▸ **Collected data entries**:
# # #
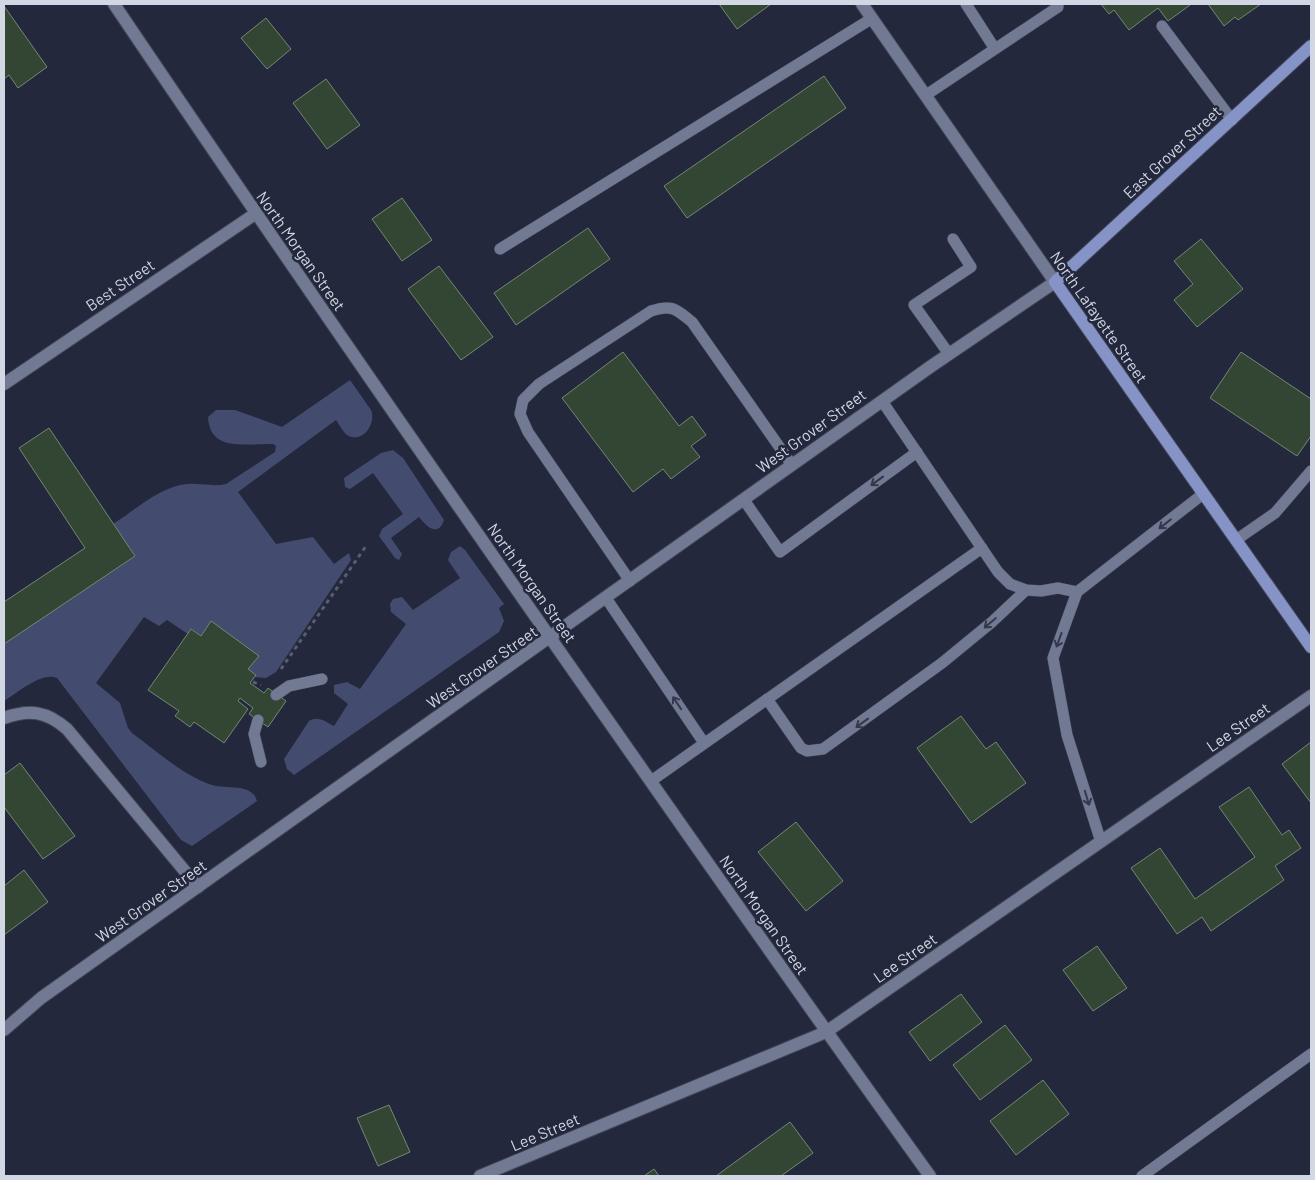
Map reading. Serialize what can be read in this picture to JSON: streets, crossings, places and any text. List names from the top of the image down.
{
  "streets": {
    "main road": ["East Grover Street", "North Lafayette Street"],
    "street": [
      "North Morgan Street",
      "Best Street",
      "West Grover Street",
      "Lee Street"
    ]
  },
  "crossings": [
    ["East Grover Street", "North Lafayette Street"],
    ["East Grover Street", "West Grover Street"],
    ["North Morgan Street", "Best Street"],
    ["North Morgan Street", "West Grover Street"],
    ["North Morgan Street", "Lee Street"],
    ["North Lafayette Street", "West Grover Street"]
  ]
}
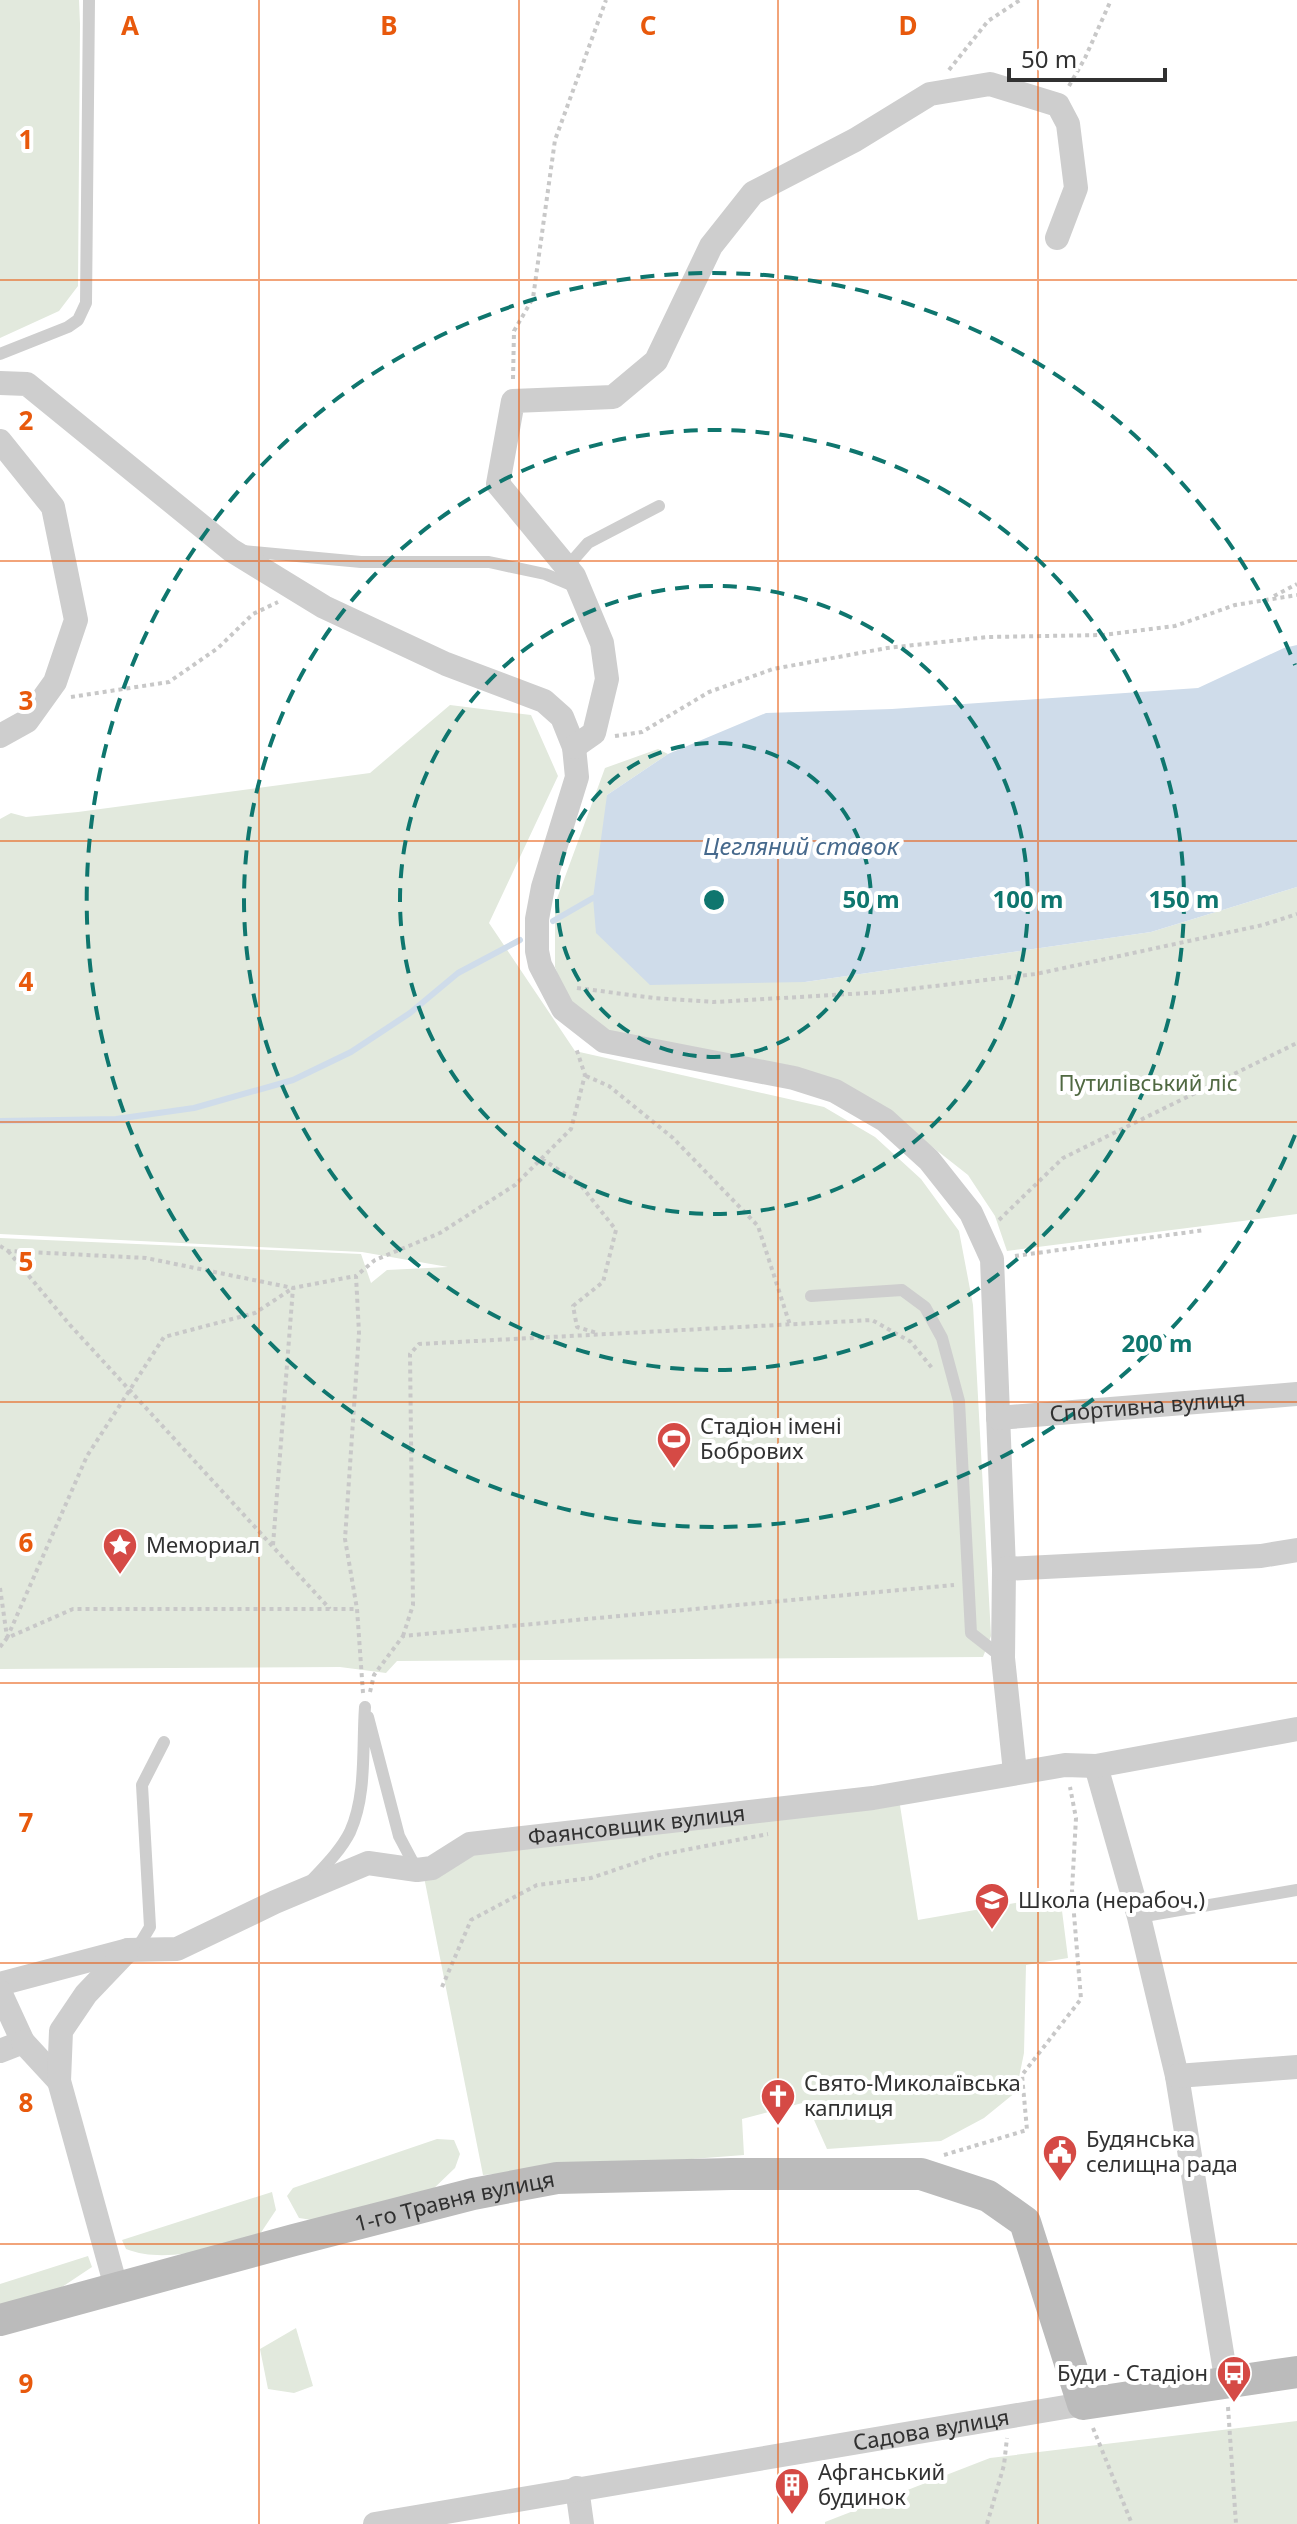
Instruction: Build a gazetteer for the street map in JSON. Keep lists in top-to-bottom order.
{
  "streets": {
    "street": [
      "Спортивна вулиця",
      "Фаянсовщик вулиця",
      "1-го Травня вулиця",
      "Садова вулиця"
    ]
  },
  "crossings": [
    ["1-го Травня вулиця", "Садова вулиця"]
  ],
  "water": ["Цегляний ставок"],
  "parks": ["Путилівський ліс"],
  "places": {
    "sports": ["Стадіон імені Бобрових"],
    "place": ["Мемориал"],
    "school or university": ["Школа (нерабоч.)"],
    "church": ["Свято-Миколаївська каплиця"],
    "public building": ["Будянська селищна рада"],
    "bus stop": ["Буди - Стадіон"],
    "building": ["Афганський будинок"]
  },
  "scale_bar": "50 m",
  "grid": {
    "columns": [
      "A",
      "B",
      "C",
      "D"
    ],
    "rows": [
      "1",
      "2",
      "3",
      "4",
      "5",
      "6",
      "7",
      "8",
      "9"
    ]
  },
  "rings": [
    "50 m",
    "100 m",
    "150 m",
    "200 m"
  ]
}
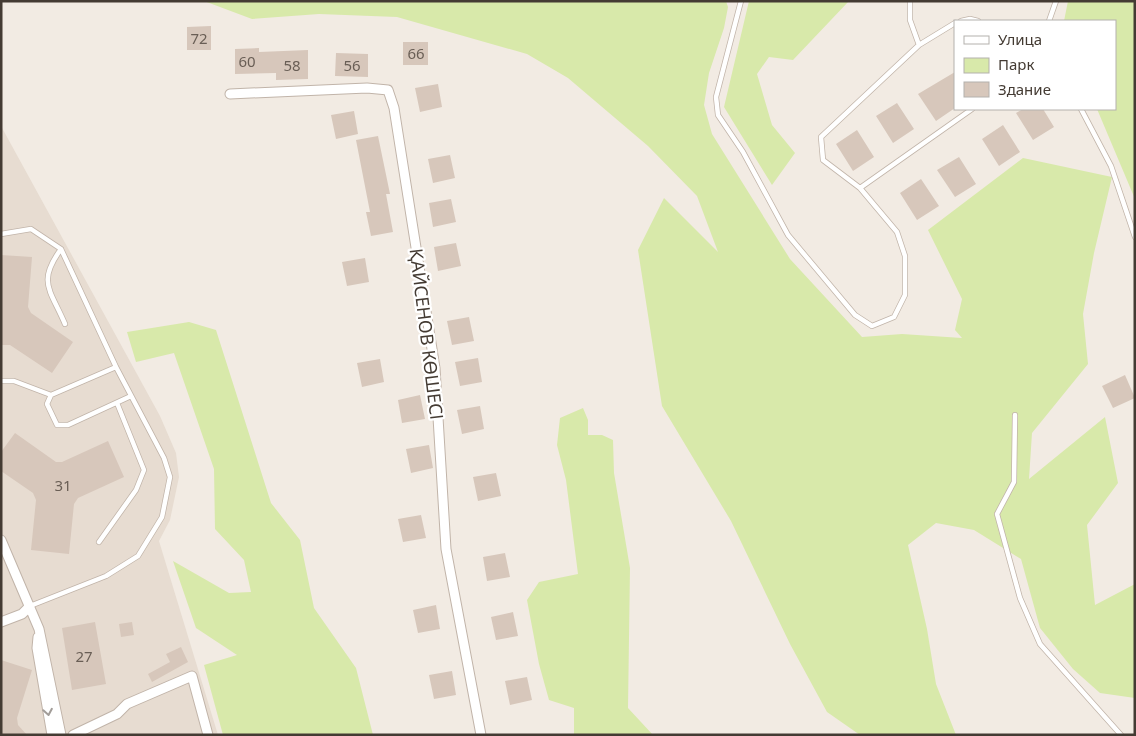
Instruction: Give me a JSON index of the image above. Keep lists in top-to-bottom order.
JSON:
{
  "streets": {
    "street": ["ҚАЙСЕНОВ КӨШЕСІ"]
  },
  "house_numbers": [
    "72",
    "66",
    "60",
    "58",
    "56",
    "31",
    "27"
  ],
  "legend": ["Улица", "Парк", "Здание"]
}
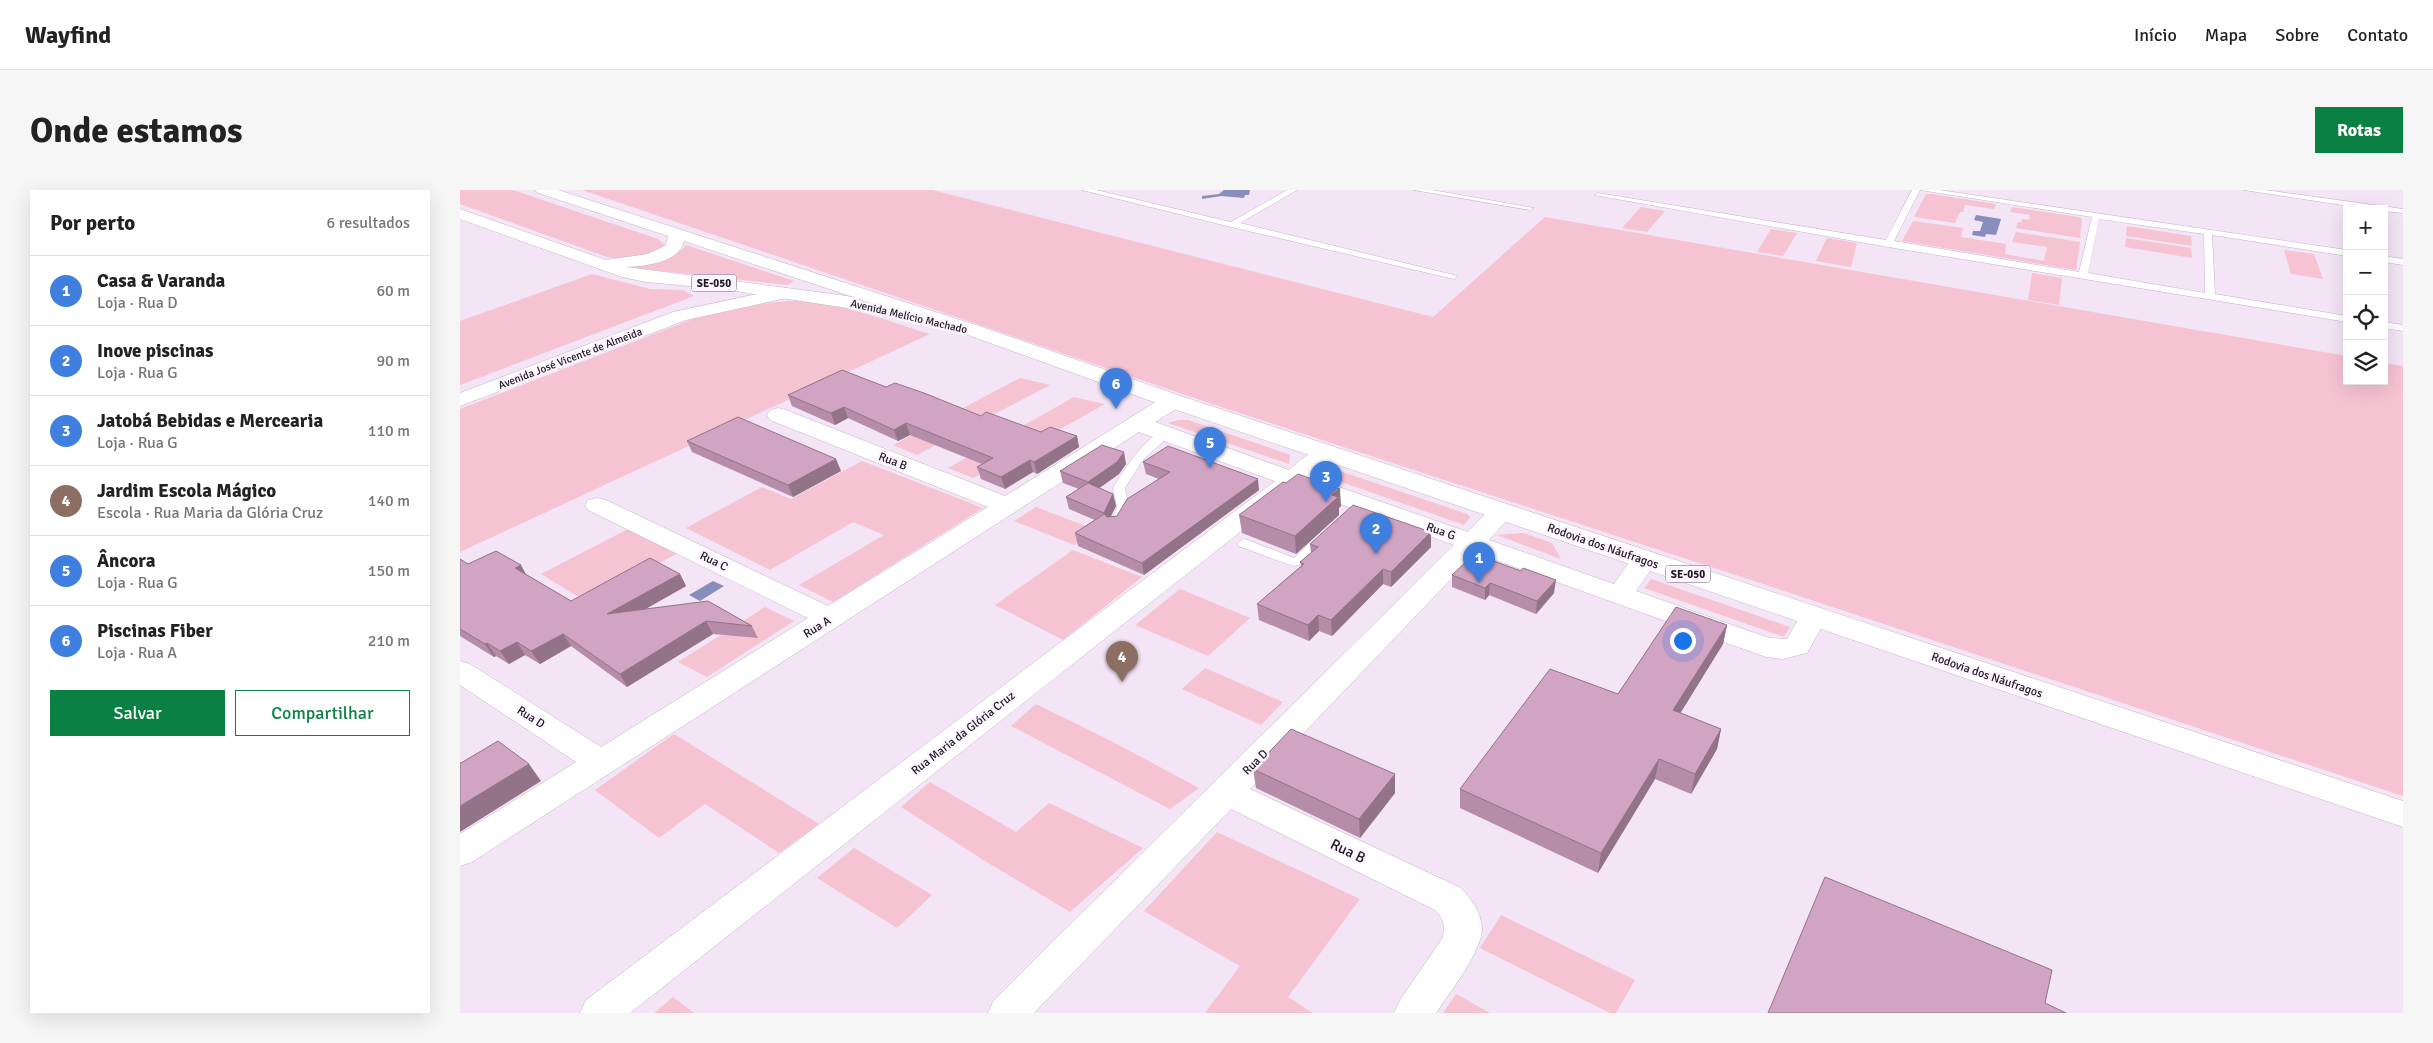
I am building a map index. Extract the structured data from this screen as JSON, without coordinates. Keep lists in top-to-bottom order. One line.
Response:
# # #
▸ **Problem requirements**: The reply should hold every entry above, given again exactly, but not a single picture.

▸ **Answer**:
Map reading. Serialize what can be read in this picture to JSON: streets, crossings, places and any text. List names from the top of the image down.
{
  "streets": {
    "main road": ["East Grover Street", "North Lafayette Street"],
    "street": [
      "North Morgan Street",
      "Best Street",
      "West Grover Street",
      "Lee Street"
    ]
  },
  "crossings": [
    ["East Grover Street", "North Lafayette Street"],
    ["East Grover Street", "West Grover Street"],
    ["North Morgan Street", "Best Street"],
    ["North Morgan Street", "West Grover Street"],
    ["North Morgan Street", "Lee Street"],
    ["North Lafayette Street", "West Grover Street"]
  ]
}
Instruction: Build a gazetteer for the street map in JSON. Keep lists in top-to-bottom order.
{
  "streets": {
    "street": [
      "Спортивна вулиця",
      "Фаянсовщик вулиця",
      "1-го Травня вулиця",
      "Садова вулиця"
    ]
  },
  "crossings": [
    ["1-го Травня вулиця", "Садова вулиця"]
  ],
  "water": ["Цегляний ставок"],
  "parks": ["Путилівський ліс"],
  "places": {
    "sports": ["Стадіон імені Бобрових"],
    "place": ["Мемориал"],
    "school or university": ["Школа (нерабоч.)"],
    "church": ["Свято-Миколаївська каплиця"],
    "public building": ["Будянська селищна рада"],
    "bus stop": ["Буди - Стадіон"],
    "building": ["Афганський будинок"]
  },
  "scale_bar": "50 m",
  "grid": {
    "columns": [
      "A",
      "B",
      "C",
      "D"
    ],
    "rows": [
      "1",
      "2",
      "3",
      "4",
      "5",
      "6",
      "7",
      "8",
      "9"
    ]
  },
  "rings": [
    "50 m",
    "100 m",
    "150 m",
    "200 m"
  ]
}
Instruction: Give me a JSON index of the image above. Keep lists in top-to-bottom order.
JSON:
{
  "streets": {
    "street": ["ҚАЙСЕНОВ КӨШЕСІ"]
  },
  "house_numbers": [
    "72",
    "66",
    "60",
    "58",
    "56",
    "31",
    "27"
  ],
  "legend": ["Улица", "Парк", "Здание"]
}
I am building a map index. Extract the structured data from this screen as JSON, without coordinates. Keep lists in top-to-bottom order. One line.
Response:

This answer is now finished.